## Exercise
When a line in the records contains the string "buttons", copy that line.
(Data to examine Opens)
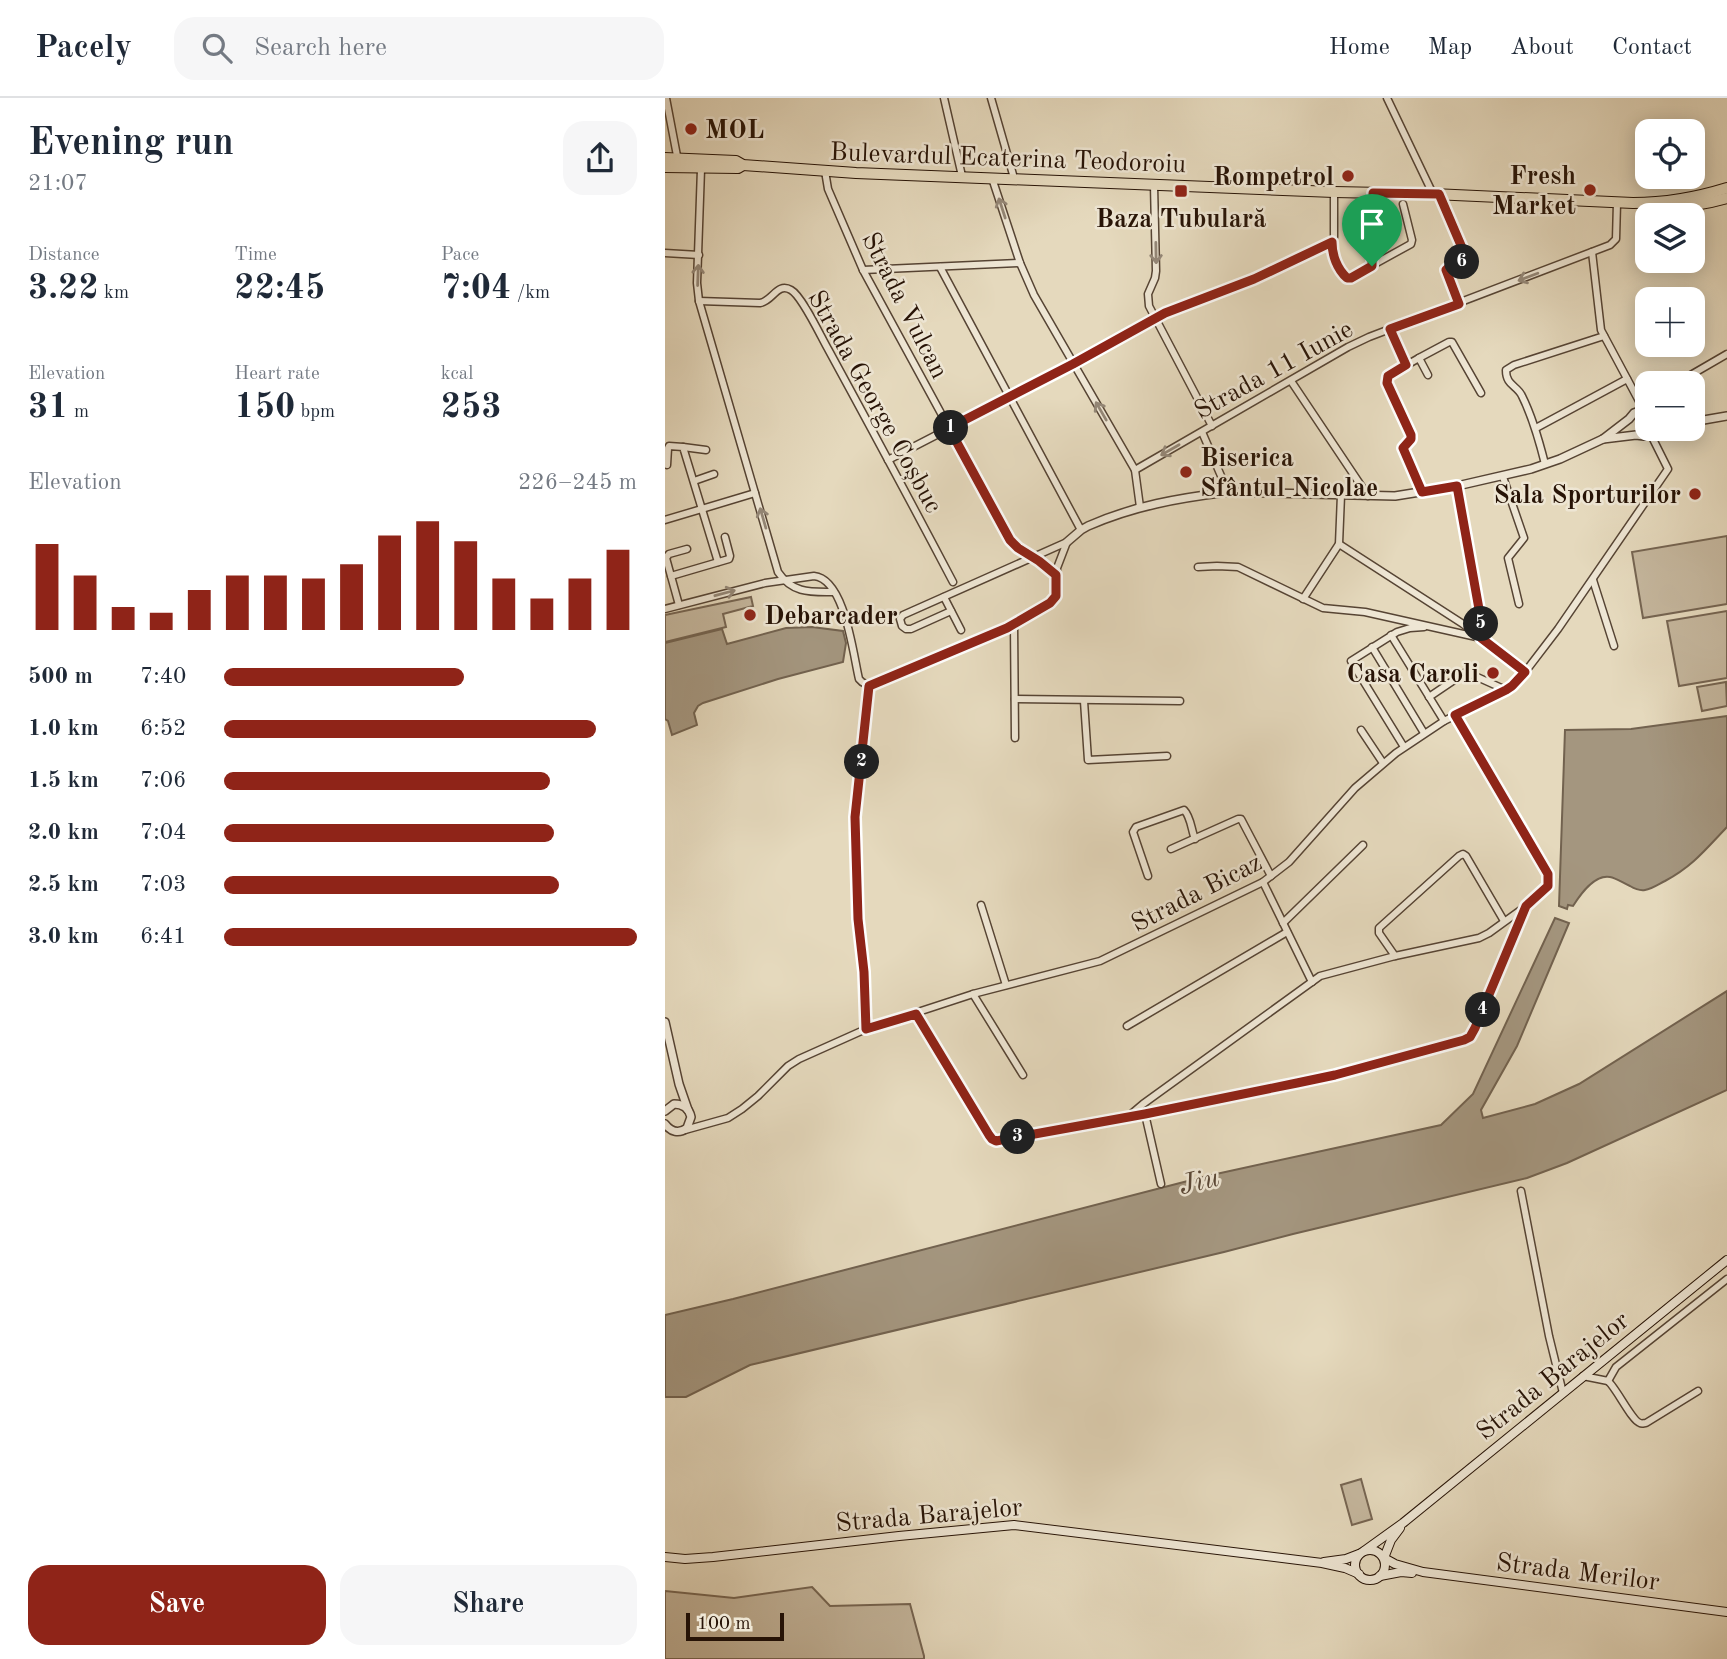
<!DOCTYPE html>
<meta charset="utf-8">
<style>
:root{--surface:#fff;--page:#f6f6f7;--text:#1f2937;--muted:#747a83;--line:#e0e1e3;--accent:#8f2418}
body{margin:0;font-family:"Old Standard TT",serif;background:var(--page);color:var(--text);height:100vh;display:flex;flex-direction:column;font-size:26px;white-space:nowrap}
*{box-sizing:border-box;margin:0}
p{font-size:23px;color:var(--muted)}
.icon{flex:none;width:38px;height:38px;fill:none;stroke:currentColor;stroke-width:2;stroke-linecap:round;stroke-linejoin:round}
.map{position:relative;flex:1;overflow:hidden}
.drawer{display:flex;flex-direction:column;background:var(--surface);width:665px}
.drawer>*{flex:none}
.buttons{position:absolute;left:970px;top:21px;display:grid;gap:14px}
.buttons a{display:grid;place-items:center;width:70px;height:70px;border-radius:14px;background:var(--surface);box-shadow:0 4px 18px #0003;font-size:35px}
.scale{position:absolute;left:21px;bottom:18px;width:98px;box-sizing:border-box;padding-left:7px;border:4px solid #271306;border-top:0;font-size:19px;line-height:24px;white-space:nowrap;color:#271306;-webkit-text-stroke:5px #eee6d4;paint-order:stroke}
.pin{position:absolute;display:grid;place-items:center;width:60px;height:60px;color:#fff;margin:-72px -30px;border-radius:50% 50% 50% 0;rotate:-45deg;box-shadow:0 0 7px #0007}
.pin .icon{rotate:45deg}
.km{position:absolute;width:35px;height:35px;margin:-18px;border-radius:50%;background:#222;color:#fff;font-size:19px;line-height:35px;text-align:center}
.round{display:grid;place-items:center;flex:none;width:74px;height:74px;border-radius:21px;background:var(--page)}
.headline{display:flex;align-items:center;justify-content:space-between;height:119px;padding:0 28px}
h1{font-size:38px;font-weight:800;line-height:52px}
.figures{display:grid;grid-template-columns:repeat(3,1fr);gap:10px;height:119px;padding:7px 28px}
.figures div{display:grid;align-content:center}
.figures b{font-size:35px;font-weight:800}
.figures small{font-size:19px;font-weight:400}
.figures p{font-size:19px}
.chart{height:196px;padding:14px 28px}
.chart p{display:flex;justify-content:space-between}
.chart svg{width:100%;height:126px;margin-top:7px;stroke:var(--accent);stroke-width:6}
.primary-button{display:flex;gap:14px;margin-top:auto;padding:14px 28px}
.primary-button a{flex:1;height:80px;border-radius:21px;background:var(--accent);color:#fff;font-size:28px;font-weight:800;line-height:80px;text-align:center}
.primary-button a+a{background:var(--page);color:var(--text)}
ul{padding:0 28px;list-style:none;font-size:23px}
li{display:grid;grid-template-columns:112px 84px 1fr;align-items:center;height:52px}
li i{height:18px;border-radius:9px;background:var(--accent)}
header{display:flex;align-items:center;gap:42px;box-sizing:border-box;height:98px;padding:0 35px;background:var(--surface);border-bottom:2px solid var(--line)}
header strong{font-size:33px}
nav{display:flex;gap:38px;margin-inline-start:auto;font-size:24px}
.search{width:490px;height:63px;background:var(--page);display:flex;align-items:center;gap:18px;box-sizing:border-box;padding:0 24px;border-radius:21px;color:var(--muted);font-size:26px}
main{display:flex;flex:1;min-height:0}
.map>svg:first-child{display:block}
.green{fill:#c5b79e;stroke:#766552;stroke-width:2}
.water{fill:#a4967f;stroke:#72624f;stroke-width:2}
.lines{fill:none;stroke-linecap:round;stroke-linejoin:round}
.pedestrian-casing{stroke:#564434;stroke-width:7}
.minor-casing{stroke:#564434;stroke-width:9}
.tertiary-casing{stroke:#564434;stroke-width:10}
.secondary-casing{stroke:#271306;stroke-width:10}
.primary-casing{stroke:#271306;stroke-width:12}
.pedestrian{stroke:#eee6d4;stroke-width:4.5}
.minor{stroke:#eee6d4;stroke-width:6}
.tertiary{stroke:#eee6d4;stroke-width:7}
.secondary{stroke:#eee6d4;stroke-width:8}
.primary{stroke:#e5d9bd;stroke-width:10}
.oneway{stroke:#948777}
.route-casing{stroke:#fff;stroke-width:14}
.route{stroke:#8f2418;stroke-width:9}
.poi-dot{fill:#8f2418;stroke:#eee6d4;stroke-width:2.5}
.labels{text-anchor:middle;stroke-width:5;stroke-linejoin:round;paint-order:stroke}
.poi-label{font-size:26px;font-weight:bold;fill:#271306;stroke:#eee6d4;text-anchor:end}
.street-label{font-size:26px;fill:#271306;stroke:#eee6d4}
.water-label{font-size:28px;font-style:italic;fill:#594736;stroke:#eee6d4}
</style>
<header>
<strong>Pacely</strong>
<div class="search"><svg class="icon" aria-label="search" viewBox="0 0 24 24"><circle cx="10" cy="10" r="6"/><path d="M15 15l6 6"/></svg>Search here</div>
<nav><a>Home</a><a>Map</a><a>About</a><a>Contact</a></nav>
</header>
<main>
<section class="drawer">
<div class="headline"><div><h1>Evening run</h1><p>21:07</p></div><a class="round"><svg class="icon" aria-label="share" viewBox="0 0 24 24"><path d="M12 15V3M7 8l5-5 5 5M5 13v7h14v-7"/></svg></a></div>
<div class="figures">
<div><p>Distance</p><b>3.22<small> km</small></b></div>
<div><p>Time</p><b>22:45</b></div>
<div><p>Pace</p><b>7:04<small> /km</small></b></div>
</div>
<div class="figures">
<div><p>Elevation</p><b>31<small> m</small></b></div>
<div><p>Heart rate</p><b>150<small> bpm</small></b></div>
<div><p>kcal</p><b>253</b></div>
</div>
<div class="chart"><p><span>Elevation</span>226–245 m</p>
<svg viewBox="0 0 160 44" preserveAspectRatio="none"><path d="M5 44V14M15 44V25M25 44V36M35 44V38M45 44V30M55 44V25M65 44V25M75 44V26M85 44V21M95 44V11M105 44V6M115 44V13M125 44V26M135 44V33M145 44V26M155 44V16"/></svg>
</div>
<ul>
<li><b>500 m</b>7:40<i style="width:58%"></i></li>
<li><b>1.0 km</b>6:52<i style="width:90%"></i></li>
<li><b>1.5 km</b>7:06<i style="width:79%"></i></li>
<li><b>2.0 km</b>7:04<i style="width:80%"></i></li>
<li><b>2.5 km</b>7:03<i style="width:81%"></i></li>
<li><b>3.0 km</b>6:41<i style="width:100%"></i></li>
</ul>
<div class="primary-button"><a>Save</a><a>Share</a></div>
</section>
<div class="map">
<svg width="1062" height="1561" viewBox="0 0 1062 1561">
<rect width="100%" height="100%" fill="#e5d9bd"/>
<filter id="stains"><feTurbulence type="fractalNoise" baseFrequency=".00286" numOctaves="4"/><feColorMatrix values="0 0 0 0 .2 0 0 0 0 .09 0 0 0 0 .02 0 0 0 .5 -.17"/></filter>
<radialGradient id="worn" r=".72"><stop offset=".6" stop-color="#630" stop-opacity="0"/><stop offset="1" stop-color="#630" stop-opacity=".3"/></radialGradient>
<g class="green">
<path d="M1062 438V506L978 520 967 454Z"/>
<path d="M86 499 88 508 58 516 61 529 0 544V517Z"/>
<path d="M1062 513V580L1014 588 1002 523Z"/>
<path d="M1061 584 1062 608 1037 613 1032 589Z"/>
<path d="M696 1381 707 1421 687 1427 676 1387Z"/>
<path d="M147 1489 165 1508 245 1506 259 1558V1561H0V1493L69 1500Z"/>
</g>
<g class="water">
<path d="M147 529 178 533 181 545 178 564 113 581 38 605 33 608 29 615 32 627 7 637 3 623 0 621V545L57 531 62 546 121 530Z"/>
<path d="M1062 618V729C1041 751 1028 768 1000 783 994 786 987 791 980 792 974 793 970 791 965 788 958 785 951 780 945 779 929 776 915 797 908 808L903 807 902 811 894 808 900 632 966 631Z"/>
<path d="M890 820 904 825 852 948 816 1012 818 1020 870 1006 914 986 1062 893V992L902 1065 862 1080 628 1136 559 1154 85 1267 21 1299H0V1217L68 1201 542 1078 776 1027 808 996Z"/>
</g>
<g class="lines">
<g class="pedestrian-casing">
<path id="pedestrian" d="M707 167 708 95"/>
</g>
<g class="minor-casing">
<g id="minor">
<path d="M1 0 13 63"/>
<path d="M279 0 297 78"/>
<path d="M326 0 349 80"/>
<path d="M722 0 768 96"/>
<path d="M36 71 32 185 34 203 113 474C128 496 146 494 169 494"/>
<path d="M160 73 163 91 198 172 345 442 353 450 374 463 391 477"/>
<path d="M327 80 355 165 369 197 470 372 475 409"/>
<path d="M489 87 491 173 490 180 483 196 484 208 547 328"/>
<path d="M774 96 801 159C798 167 786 166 781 172L794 206"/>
<path d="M667 144C667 157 672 171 682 180L686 179 746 146 747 142 738 106"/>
<path d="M927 154 936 232 974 303 977 312"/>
<path d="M0 155 34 157"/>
<path d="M275 169 416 432"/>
<path d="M198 172 355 165"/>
<path d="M34 203 95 205C108 203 112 184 126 192 137 198 156 239 163 251 205 328 247 406 288 484"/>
<path d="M725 231 741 267"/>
<path d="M754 260 784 244H787L816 295"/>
<path d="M626 283 703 398"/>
<path d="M1012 285 1062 256"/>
<path d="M871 330 962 281"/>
<path d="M537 334 563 394"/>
<path d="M18 349 41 352"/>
<path d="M223 362 409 266 500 215 589 181 662 148 667 144 669 139V94"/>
<path d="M880 366C874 342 868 320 857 298 852 287 841 288 841 272L849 267 939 238"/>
<path d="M2 367 3 350 4 348 18 349 53 464"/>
<path d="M470 372 683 249 704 239 945 147 951 141 952 105"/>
<path d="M838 379 859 440 843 460 854 506"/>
<path d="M29 383 49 376"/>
<path d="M757 395 738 350 746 341V337L722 284 723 278 726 276 754 260 763 277"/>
<path d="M0 422 90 395"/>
<path d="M674 446 798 526 861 574"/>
<path d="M533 469 552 468 573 469 658 510 700 514 816 540 814 511 792 388"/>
<path d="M6 478 64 461 65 458 60 439"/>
<path d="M928 482 949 548"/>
<path d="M279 499 296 532"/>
<path d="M638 501 674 446 676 397"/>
<path d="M14 507 1 460 4 456 22 451"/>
<path d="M0 511 100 485 149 478C180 481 188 556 194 581L197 584 204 588 327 537 385 504 391 498 392 470 402 444 238 517 235 521 237 528 241 531H246L286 513"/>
<path d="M349 526 350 640"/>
<path d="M726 537 779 623"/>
<path d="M707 549 759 635"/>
<path d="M764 599 801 574 841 592"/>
<path d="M350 601 515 603"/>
<path d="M419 603 423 662 502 658"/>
<path d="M696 632 718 665"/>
<path d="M739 649 686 563 732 534 745 530 759 529"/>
<path d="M506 751 573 721H576L606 778"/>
<path d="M483 778 468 734 471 729 519 712C526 719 526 731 530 741"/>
<path d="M598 784 647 884"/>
<path d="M316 807 341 887"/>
<path d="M618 825 698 747"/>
<path d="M730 858 714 835V830L794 758 798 756 801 758 839 823"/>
<path d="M308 896 358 977"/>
<path d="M251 916 323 1036 327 1041 331 1043 480 1016 632 985 670 977 799 942 805 939 810 930 861 808 883 788V776L790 617"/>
<path d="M462 928 622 834"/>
<path d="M201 931 199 874 193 822 190 719 204 588"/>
<path d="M480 1016 496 1086"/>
<path d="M465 1017 478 1006 655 878 730 858 814 840 824 835 860 809"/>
<path d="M20 1032 63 1020 77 1011 93 998 123 968 134 961 201 931 308 896 435 863 598 784 624 764 690 690 731 655 779 623 837 594 854 582 893 531 1003 371 985 335"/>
<path d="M856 1093 884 1238 898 1295"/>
<path d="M918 1278 943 1283 951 1269 1062 1181"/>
<path d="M943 1283C952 1291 967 1323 975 1325 977 1326 979 1325 981 1325L1033 1293"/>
</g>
</g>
<g class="tertiary-casing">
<g id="tertiary">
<path d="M1027 324 1062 318"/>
<path d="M938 341 971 337 979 338 985 335 988 331"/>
<path d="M402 444 416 432 423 428C468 408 514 400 563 394L730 398 792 388 866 371 895 361 938 341 964 321 969 315 977 312 982 314"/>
<path d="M0 924 14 986 23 1012"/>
<path d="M0 1013 9 1006C18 1006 24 1010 26 1019L22 1030C14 1036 6 1034 0 1026"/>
</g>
</g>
<g class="secondary-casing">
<g id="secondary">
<path d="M735 1430 726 1442 719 1460 730 1466 758 1474 1062 1514"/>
<circle cx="705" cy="1467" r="15"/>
<path d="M699 1453 738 1425 1062 1162"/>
<path d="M0 1459 20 1461 48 1459 234 1438 349 1427 657 1465 680 1470 694 1476"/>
<path d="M659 1464 681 1461 694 1456"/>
<path d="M715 1478 736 1474 747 1475"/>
</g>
</g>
<g class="primary-casing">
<g id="primary">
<path d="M0 60 71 63 78 67 191 75 669 94 768 96 968 105C998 105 1033 99 1062 90"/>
<path d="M0 69 73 70 78 67"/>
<path d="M996 107C1018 110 1041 106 1062 100"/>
</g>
</g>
<use href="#pedestrian" class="pedestrian"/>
<use href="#minor" class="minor"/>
<use href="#tertiary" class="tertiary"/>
<use href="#secondary" class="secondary"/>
<use href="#primary" class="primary"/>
</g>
<defs><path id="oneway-shaft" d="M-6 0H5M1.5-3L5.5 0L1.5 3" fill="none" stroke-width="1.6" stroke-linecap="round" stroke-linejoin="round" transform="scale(1.75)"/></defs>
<g class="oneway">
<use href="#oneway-shaft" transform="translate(337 110) rotate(-108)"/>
<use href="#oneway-shaft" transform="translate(491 155) rotate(89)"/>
<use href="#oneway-shaft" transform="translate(33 177) rotate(-88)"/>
<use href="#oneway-shaft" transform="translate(863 179) rotate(159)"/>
<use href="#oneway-shaft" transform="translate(436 313) rotate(-120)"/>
<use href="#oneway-shaft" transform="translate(505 352) rotate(150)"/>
<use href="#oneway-shaft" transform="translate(98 420) rotate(-106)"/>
<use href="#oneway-shaft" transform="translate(60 495) rotate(-15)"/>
</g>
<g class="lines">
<g class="route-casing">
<path id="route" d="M708 95 774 96 801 159C798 167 786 166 781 172L794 206 725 231 741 267 723 278 722 285 746 337V341L738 350 757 394 792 388 814 511 816 540 860 574 847 588 841 592 790 617 883 776V788L861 808 810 930 805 939 799 942 670 977 632 985 480 1016 331 1043 327 1041 324 1037 251 916 201 931 199 874 193 821 190 719 204 588 342 530 385 505 391 498V477L374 463 353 450 345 442 284 330 408 266 500 215 589 181 667 144C667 157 672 171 682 180H686L707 168Z"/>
</g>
<use href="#route" class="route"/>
</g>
<g class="poi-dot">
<circle cx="26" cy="31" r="7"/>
<circle cx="683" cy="78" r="7"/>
<circle cx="925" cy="92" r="7"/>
<rect x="509" y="86" width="14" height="14" rx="3.5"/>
<circle cx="521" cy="374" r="7"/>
<circle cx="1030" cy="396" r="7"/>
<circle cx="85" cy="517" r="7"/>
<circle cx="828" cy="575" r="7"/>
</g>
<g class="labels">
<g class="poi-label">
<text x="40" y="40" text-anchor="start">MOL</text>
<text x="911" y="86">Fresh<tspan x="911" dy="30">Market</tspan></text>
<text x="669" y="87">Rompetrol</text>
<text x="516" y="129" text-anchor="middle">Baza Tubulară</text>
<text x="535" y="368" text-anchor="start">Biserica<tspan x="535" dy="30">Sfântul Nicolae</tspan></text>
<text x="1016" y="405">Sala Sporturilor</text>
<text x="99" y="526" text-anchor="start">Debarcader</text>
<text x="814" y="584">Casa Caroli</text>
</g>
<g class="street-label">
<text transform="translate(343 59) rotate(2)" y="9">Bulevardul Ecaterina Teodoroiu</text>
<text transform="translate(241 207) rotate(63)" y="9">Strada Vulcan</text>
<text transform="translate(608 271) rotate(-29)" y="9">Strada 11 Iunie</text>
<text transform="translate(211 303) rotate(61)" y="9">Strada George Coșbuc</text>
<text transform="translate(531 794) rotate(-27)" y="9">Strada Bicaz</text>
<text transform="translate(887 1277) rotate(-39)" y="9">Strada Barajelor</text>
<text transform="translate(264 1416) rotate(-5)" y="9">Strada Barajelor</text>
<text transform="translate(913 1473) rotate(7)" y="9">Strada Merilor</text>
</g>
<g class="water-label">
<text transform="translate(534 1082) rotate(-13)" y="10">Jiu</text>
</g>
</g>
<rect width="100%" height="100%" filter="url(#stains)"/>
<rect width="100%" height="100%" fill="url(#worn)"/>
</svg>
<div class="buttons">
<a><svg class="icon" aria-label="locate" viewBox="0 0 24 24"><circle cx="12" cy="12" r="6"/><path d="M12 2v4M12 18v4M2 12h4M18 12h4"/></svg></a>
<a><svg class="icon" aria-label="layers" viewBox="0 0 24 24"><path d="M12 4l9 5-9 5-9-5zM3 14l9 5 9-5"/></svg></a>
<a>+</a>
<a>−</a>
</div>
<div class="scale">100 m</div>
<div class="pin" style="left:707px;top:168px;background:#1e9e55"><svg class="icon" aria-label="arrive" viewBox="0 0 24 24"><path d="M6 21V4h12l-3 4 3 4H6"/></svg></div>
<b class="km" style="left:286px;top:330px">1</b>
<b class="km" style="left:197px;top:664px">2</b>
<b class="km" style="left:353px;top:1039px">3</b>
<b class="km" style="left:818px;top:912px">4</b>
<b class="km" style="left:816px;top:526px">5</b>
<b class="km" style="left:797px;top:164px">6</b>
</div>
</main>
(Data to examine Closes)
## Result of this task
.buttons{position:absolute;left:970px;top:21px;display:grid;gap:14px}
.buttons a{display:grid;place-items:center;width:70px;height:70px;border-radius:14px;background:var(--surface);box-shadow:0 4px 18px #0003;font-size:35px}
<div class="buttons">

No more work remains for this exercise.